Onur kırıcı davranış: Eşlerden birinin diğerinin onuruna, şerefine hakaretlerde bulunması, toplum nezdinde küçük düşürme, hakaret etme ve aşağılaması şeklinde gündeme gelmektedir. Ağır derecede onur kırıcı davranış olması aranmaktadır.
Dava hakkının düşmesi yine iki halde söz konusu olur: Af ve hak düşürücü sürenin geçmesi.
MK 162/f.2 “Davaya hakkı olan eşin boşanma sebebini öğrenmesinden başlayarak altı ay ve her halde bu sebebin doğumunun üzerinden beş yıl geçmekle dava hakkı düşer.

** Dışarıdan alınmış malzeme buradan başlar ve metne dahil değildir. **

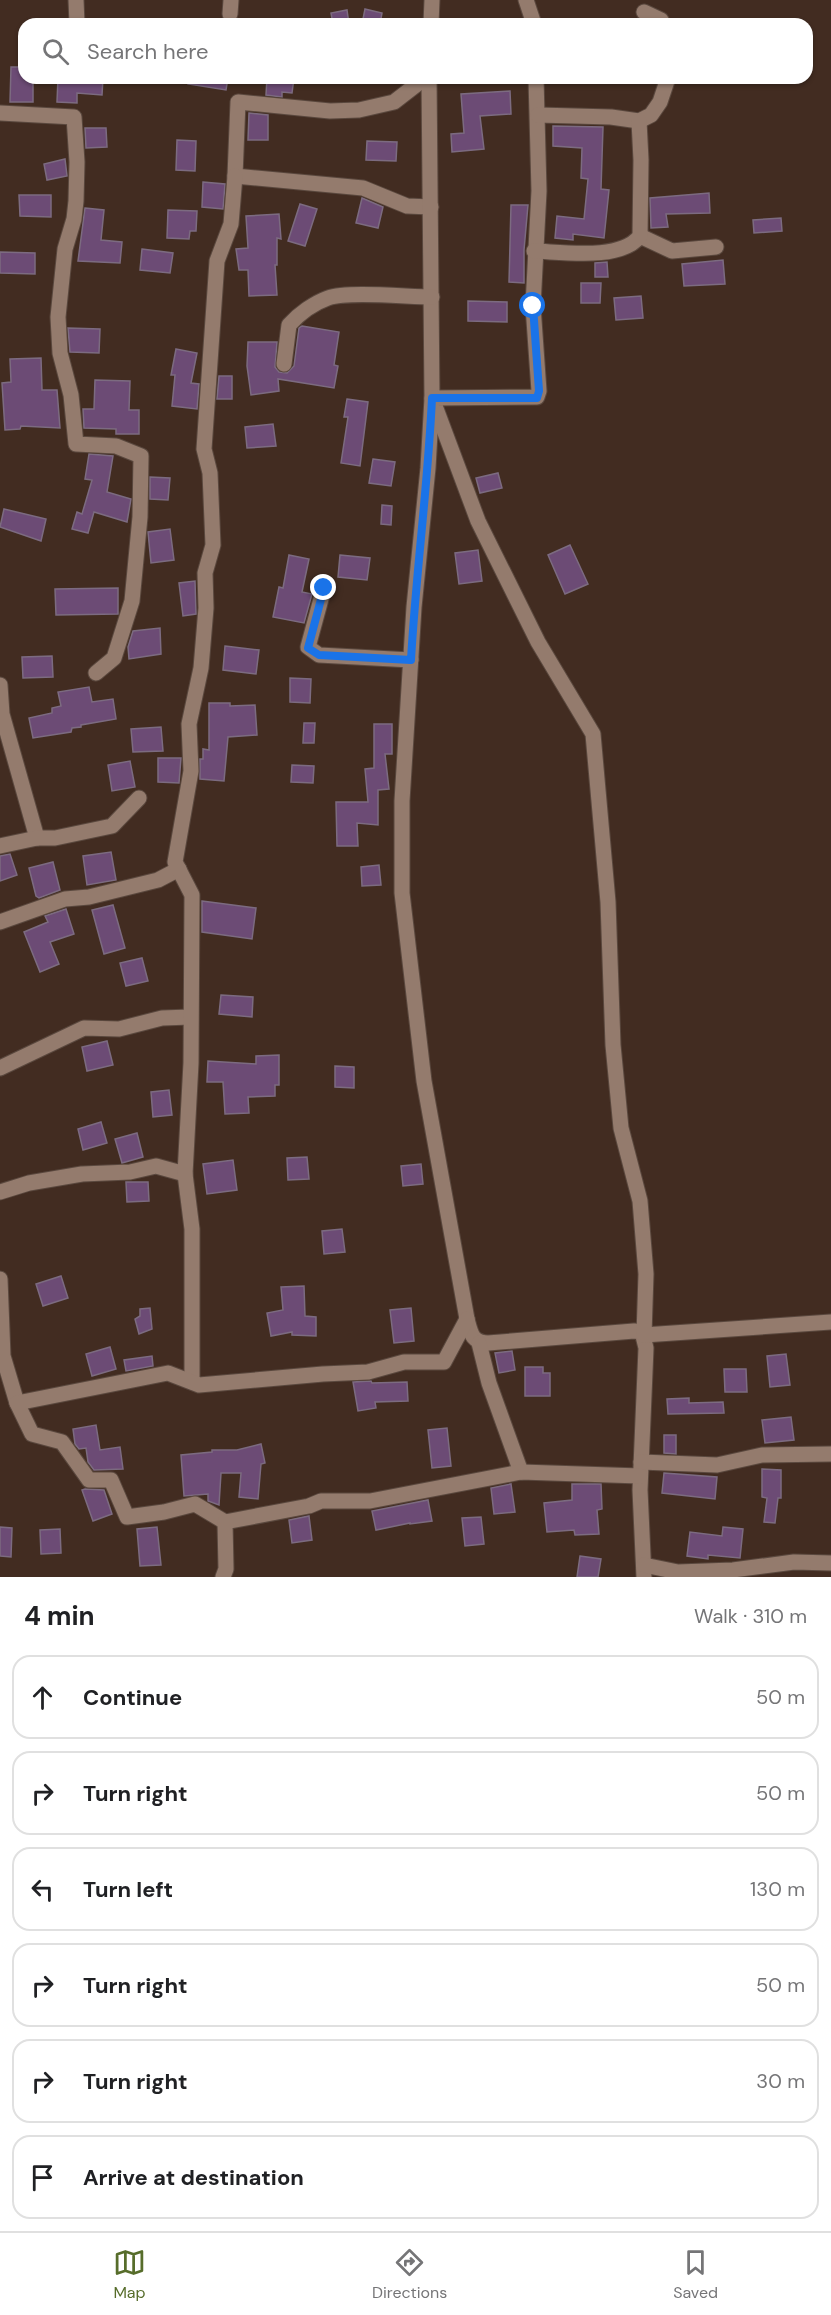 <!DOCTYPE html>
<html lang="en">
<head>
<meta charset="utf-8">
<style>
	:root { --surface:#fff; --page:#f6f6f6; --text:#202124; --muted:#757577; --line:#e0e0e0; --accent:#576d2b }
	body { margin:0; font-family:"DM Sans",sans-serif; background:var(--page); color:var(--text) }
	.stop { position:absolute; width:18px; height:18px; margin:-14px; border:4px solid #1a73e8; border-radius:50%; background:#fff }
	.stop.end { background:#1a73e8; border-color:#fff; box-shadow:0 2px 6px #0008 }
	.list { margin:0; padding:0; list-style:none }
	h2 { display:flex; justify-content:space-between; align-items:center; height:78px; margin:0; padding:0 24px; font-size:26px }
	h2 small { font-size:20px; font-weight:400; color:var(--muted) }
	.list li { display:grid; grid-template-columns:39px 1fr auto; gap:18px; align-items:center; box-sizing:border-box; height:84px; margin:0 12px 12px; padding:0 12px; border:2px solid var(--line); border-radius:18px }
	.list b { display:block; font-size:22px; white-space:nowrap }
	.list em { font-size:20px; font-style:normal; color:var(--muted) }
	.icon { flex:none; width:33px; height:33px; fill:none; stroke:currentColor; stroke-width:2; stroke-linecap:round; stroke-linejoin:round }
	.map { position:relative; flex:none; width:831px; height:1577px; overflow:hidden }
	.search { position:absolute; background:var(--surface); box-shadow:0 2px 4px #0004; left:18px; right:18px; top:18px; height:66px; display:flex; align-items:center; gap:15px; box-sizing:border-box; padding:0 21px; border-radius:18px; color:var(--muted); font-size:22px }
	.sheet { height:654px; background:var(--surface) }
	nav { display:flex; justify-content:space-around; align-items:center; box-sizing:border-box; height:84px; border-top:2px solid var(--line); background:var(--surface); font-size:16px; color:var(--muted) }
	nav a { display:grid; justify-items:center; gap:3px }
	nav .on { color:var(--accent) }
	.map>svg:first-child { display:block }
	.building { fill:#6c4b75; stroke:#7c6b80; stroke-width:1.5 }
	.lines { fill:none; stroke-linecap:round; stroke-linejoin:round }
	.minor-casing { stroke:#5a483e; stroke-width:17 }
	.minor { stroke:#947b6d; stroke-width:15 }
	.route { stroke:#1a73e8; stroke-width:8 }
</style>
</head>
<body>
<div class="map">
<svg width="831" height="1577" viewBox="0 0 831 1577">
	<rect width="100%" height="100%" fill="#422c21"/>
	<g class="building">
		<polygon points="365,9 382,13 380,24 362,24"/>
		<polygon points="347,10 349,24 333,24 331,13"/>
		<polygon points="11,67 24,67 24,78 33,78 33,102 10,102"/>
		<polygon points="58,78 103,78 102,95 77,93 77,103 57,102"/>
		<polygon points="189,78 228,78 226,90 188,84"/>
		<polygon points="267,78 294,78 292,93 282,92 282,97 266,95"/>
		<polygon points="510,91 511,114 480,116 484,149 452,152 451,134 464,133 461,94"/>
		<polygon points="249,113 268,115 268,140 248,140"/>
		<polygon points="553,126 603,127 601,189 609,190 604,238 573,234 573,240 555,238 557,216 584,219 588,179 581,178 582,148 553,146"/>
		<polygon points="85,128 106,128 107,147 86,148"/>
		<polygon points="177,140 196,141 195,171 176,170"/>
		<polygon points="367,141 397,142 396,161 366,160"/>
		<polygon points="65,159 67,176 47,180 44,164"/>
		<polygon points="203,182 225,184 223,209 202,207"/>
		<polygon points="709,193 710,213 666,214 668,227 651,228 650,198"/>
		<polygon points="19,195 51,195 51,217 20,216"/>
		<polygon points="362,198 383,207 378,228 356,223"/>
		<polygon points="300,204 317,209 305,246 288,241"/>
		<polygon points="511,205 528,205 524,250 524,283 509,282"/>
		<polygon points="85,208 104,210 101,240 122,242 120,263 78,261"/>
		<polygon points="168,210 197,211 196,231 190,231 189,239 167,238"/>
		<polygon points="279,214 281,239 277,238 277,265 275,265 277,295 249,296 248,270 239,270 236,249 248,248 246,216"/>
		<polygon points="781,218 782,231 754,233 753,220"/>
		<polygon points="142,249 173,253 170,273 140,270"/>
		<polygon points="0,252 35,253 35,274 0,273"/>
		<polygon points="723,260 725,284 684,286 682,264"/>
		<polygon points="607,262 608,277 595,277 595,263"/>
		<polygon points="581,283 601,283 600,303 581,303"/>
		<polygon points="641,296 643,318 616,320 614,298"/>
		<polygon points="468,301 507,302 507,322 468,321"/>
		<polygon points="302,326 339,332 334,365 338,366 334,388 278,379 279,391 251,395 247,366 248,342 277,342 275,367 279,372 287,373 294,366 299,328"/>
		<polygon points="68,328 100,329 99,353 70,352"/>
		<polygon points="176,349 197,353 191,383 199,384 197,409 172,406 175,375 171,375"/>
		<polygon points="41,358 42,390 57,390 60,428 21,426 20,429 5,430 2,383 11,382 10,359"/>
		<polygon points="219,376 232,376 232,399 217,399"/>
		<polygon points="95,380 130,381 129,410 139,410 139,434 116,434 116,429 84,428 83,409 94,409"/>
		<polygon points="347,399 368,402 360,466 341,463 348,417 344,417"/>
		<polygon points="273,424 276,446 247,448 245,427"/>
		<polygon points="89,454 113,456 107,492 131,499 127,522 94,512 88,533 72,529 77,512 82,514 92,480 85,479"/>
		<polygon points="373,459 395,462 391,486 369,483"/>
		<polygon points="498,473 502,488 480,493 476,478"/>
		<polygon points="150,477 170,478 168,500 150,499"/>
		<polygon points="382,505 392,506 391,525 381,524"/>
		<polygon points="4,509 46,519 41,541 0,527"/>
		<polygon points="170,529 174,560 151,563 148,532"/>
		<polygon points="570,545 588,584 565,594 548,555"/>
		<polygon points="478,550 482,581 459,584 455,553"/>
		<polygon points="289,555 309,559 302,592 312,594 304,623 273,617 279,587 283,588"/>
		<polygon points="340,555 370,558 367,580 338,577"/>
		<polygon points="195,581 196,614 183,616 179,583"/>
		<polygon points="118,588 118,614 56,615 55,589"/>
		<polygon points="160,628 161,654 129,659 128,647 133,631"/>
		<polygon points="225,646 259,650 256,674 223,670"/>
		<polygon points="52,656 53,677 23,678 22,657"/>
		<polygon points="290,678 311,679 310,703 290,702"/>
		<polygon points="89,687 92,702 113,699 116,719 81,725 81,727 72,728 71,732 33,738 29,718 52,713 52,708 61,706 58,692"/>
		<polygon points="209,703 230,703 230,706 255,705 257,735 228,737 224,781 200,779 200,759 203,759 203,749 209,750"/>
		<polygon points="304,723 315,723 314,743 303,743"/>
		<polygon points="374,724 392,724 392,754 385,754 389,789 378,790 378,825 357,823 358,846 337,846 336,802 368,802 365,769 374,768"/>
		<polygon points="161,727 163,751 133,752 131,729"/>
		<polygon points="158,758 181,758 179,783 158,782"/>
		<polygon points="130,761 135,787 112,791 108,765"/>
		<polygon points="292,765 314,766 313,783 291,782"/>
		<polygon points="111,852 116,880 87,885 83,856"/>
		<polygon points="10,854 17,875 0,881 0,856"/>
		<polygon points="53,862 60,890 39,898 36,896 29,868"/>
		<polygon points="379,865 381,885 362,886 361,867"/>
		<polygon points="202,901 256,908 252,939 202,932"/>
		<polygon points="113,905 125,948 104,954 92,910"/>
		<polygon points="66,909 74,934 50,942 59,964 40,972 24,932 48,922 45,916"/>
		<polygon points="142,958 148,981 126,986 120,963"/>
		<polygon points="221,995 253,997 252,1017 219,1014"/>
		<polygon points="107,1041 113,1065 87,1071 82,1047"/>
		<polygon points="279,1055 279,1085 275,1085 275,1096 248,1097 249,1113 225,1114 223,1082 207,1082 208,1061 256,1064 256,1056"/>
		<polygon points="335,1066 354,1067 354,1088 335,1087"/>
		<polygon points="169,1090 172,1115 153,1117 151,1092"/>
		<polygon points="101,1122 107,1143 83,1150 78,1129"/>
		<polygon points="137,1133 143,1157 122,1163 115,1139"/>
		<polygon points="307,1157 309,1179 288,1180 287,1158"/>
		<polygon points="233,1160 237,1190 207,1194 203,1164"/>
		<polygon points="421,1164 423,1184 403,1186 401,1166"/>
		<polygon points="126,1182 148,1182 149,1201 127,1202"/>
		<polygon points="342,1229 345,1252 324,1254 322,1231"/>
		<polygon points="61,1276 68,1298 43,1306 36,1284"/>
		<polygon points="304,1286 305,1316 316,1317 316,1336 292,1335 292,1332 271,1336 267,1313 283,1310 281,1287"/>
		<polygon points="150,1308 152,1329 139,1334 135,1319 140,1316 140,1309"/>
		<polygon points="411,1308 414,1341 394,1343 390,1310"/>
		<polygon points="110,1347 116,1369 92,1376 86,1354"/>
		<polygon points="512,1351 515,1370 499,1373 495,1353"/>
		<polygon points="786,1354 790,1385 770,1387 767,1356"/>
		<polygon points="152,1356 153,1366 126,1371 124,1360"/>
		<polygon points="525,1367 543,1367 543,1373 550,1373 550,1396 525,1396"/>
		<polygon points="724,1369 746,1369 747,1392 725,1392"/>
		<polygon points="371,1381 372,1383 407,1382 408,1401 375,1402 376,1408 358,1411 353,1382"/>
		<polygon points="689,1398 689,1403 723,1402 724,1413 668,1414 667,1399"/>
		<polygon points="791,1417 794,1440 765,1443 762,1420"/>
		<polygon points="96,1425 100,1450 120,1447 123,1469 94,1470 88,1462 86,1448 79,1449 75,1444 73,1429"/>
		<polygon points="447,1428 451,1466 432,1468 428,1430"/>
		<polygon points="664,1435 676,1435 676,1454 664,1453"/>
		<polygon points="261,1444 265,1463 261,1464 258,1499 239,1497 241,1473 221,1473 219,1505 208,1501 208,1494 184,1496 181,1455 212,1452 212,1450 237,1450"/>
		<polygon points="762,1469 781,1470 781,1498 778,1498 775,1523 764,1522 767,1498 762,1497"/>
		<polygon points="664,1473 717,1477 715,1499 662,1493"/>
		<polygon points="511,1484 515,1512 494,1514 491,1488"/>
		<polygon points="572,1484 601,1484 602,1509 597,1510 599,1534 575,1535 574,1530 547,1532 544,1503 572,1500"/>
		<polygon points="85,1489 104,1490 112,1514 93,1521 82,1490"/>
		<polygon points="428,1500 432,1521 410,1524 410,1523 376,1530 372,1511"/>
		<polygon points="309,1516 312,1540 292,1543 289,1520"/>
		<polygon points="481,1517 484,1544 465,1546 462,1518"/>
		<polygon points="0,1527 12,1528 11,1557 0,1556"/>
		<polygon points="157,1527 161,1565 140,1566 137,1529"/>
		<polygon points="723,1527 743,1529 740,1558 708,1555 708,1559 687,1556 690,1532 722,1536"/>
		<polygon points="60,1529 61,1553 41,1554 40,1530"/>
		<polygon points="580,1556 601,1559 598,1577 577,1577"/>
	</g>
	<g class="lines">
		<g class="minor-casing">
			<g id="minor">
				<polyline points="76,0 77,24"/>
				<polyline points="526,0 534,24"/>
				<polyline points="644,12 661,20 663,24"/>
				<polyline points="230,14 231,0"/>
				<polyline points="431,24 432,0"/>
				<polyline points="425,78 394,102 359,110 330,111 238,102 235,176 363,188 407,206 431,207"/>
				<path d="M429,78L432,398L428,468L414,607L402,801V893L424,1081L467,1319C471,1334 472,1342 488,1343L634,1331L642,1332L646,1348L640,1490L644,1577"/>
				<polyline points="536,78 539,191 533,306 539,391 537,397 432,398 478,521 538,642 593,734 608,902 613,1045 621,1128 640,1201 646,1274 644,1335 831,1322"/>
				<polyline points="0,113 74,117 77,162 76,201 74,219 65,249 58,317 60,353 71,395 76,444 116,446 141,456 140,517 132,601 114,658 96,673"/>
				<polyline points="538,115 611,117 639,121 651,115 660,102 668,78"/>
				<polyline points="640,236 672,251 716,247"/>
				<path d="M534,251C563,252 621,261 640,236L641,160L639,121"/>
				<path d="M284,364L289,325C299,314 314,303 328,298C348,291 408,297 432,297"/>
				<polyline points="324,588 308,647 319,655 411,660"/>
				<polyline points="0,685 2,714 37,838"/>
				<polyline points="0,846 37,838 55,838 112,826 139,798"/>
				<polyline points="0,922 65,899 89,897 158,880 179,869"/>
				<polyline points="0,1068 84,1028 119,1029 162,1018 190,1017"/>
				<polyline points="0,1192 29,1183 82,1174 130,1172 156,1166 185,1174"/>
				<polyline points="0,1279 3,1356 17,1403"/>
				<polyline points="479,1343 489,1383 521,1472"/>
				<polyline points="192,1382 192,1229 185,1174 191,1063 192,895 175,862 191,771 189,724 201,668 206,608 205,573 213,545 210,473 204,449 217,261 231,224 235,176"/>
				<polyline points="641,1462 717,1465 762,1455 831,1454"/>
				<polyline points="225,1522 195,1504 164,1512 127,1517 111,1480 89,1480 62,1442 32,1434 17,1403 168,1373 199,1385 323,1374 368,1372 404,1362 444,1362 467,1319"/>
				<polyline points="644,1565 678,1572 733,1570 794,1562 831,1563"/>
				<polyline points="223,1577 226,1569 225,1522 309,1506 321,1501 370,1501 521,1472 640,1476"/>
			</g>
		</g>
		<use href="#minor" class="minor"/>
	</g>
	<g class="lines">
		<path class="route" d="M324,588L308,648L319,655L411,660C416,572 428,485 432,398H537L539,391L533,306"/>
	</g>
</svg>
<div class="stop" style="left:533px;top:306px"></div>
<div class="stop end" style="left:324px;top:588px"></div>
<div class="search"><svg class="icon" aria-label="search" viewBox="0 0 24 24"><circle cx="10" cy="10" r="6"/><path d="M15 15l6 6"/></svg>Search here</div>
</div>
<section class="sheet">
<h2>4 min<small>Walk · 310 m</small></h2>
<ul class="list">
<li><svg class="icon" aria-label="ahead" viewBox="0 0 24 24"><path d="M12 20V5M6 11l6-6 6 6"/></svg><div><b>Continue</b></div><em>50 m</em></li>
<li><svg class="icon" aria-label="right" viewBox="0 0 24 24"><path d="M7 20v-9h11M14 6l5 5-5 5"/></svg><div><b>Turn right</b></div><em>50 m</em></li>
<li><svg class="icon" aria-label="left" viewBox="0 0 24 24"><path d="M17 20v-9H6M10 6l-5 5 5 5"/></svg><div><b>Turn left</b></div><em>130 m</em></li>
<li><svg class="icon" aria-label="right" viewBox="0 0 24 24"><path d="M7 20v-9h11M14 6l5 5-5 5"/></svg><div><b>Turn right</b></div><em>50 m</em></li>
<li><svg class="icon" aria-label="right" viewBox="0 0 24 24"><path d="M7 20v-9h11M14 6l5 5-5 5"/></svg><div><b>Turn right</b></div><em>30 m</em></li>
<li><svg class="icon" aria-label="arrive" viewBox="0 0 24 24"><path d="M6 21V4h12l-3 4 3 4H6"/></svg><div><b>Arrive at destination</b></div></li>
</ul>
</section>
<nav>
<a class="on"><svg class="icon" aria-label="map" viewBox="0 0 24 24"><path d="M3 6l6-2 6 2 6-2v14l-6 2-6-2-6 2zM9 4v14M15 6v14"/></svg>Map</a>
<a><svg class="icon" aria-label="directions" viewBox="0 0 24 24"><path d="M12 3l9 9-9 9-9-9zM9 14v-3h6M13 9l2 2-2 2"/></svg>Directions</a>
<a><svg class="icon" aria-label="saved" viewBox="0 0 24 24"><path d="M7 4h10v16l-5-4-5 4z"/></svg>Saved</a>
</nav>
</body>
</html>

Affeden tarafın dava hakkı yoktur.”
KÜÇÜK DÜŞÜRÜCÜ SUÇ İŞLEME VE HAYSİYETSİZ HAYAT SÜRME
Kusura dayalıdır, özel sebeplerdendir fakat nisbi bir boşanma sebebidir. TMK 163’de düzenlenmiştir.
Küçük düşürücü suç: Toplum nezdinde utandıran ve yüz kızartan suç şeklinde söz konusu olur. Rüşvet, dolandırıcılık, hırsızlık, hileli iflas, uyuşturucu madde kullanmak, ırza geçme gibi suçlar küçük düşürücü suç sayılmaktadır. Hukuka uygunluk sebepler gündeme geldiğinde yani meşru müdafaa veya zorunluluk halinde bu suçların işlenmesi durumunda küçük düşürücü suç olarak değerlendirilmemesi gerekmektedir. Örneğin hırsızlık suçunun zorunluluk halinden doğması durumunda küçük düşürücü suç olarak kabul edilmemesi gerekir. Küçük düşürücü suçun evlendikten sonra işlenmesi gerekir. Eğer evlenmeden önce işlenmiş ise eş evlilik birliğinin temelinden sarsılmasına dayanarak boşanmak isteyebilir.
Haysiyetsiz hayat sürme: Şeref ve haysiyet değerlerine aykırı bir yaşam benimseme durumudur. Kumarbazlık, ayyaşlık, genelev işletmeciliği, hayat kadını olarak çalışma, jigololuk haysiyetsiz hayat sürme sebebine örnek olarak verilebilir. Haysiyetsiz yaşam sürmenin boşanma davasına konu olabilmesi için evlilik birliği devam ederken olması ya da önceden haysiyetsiz yaşam sürme durumu var ise evlendikten sonra devam etmesi gerekir.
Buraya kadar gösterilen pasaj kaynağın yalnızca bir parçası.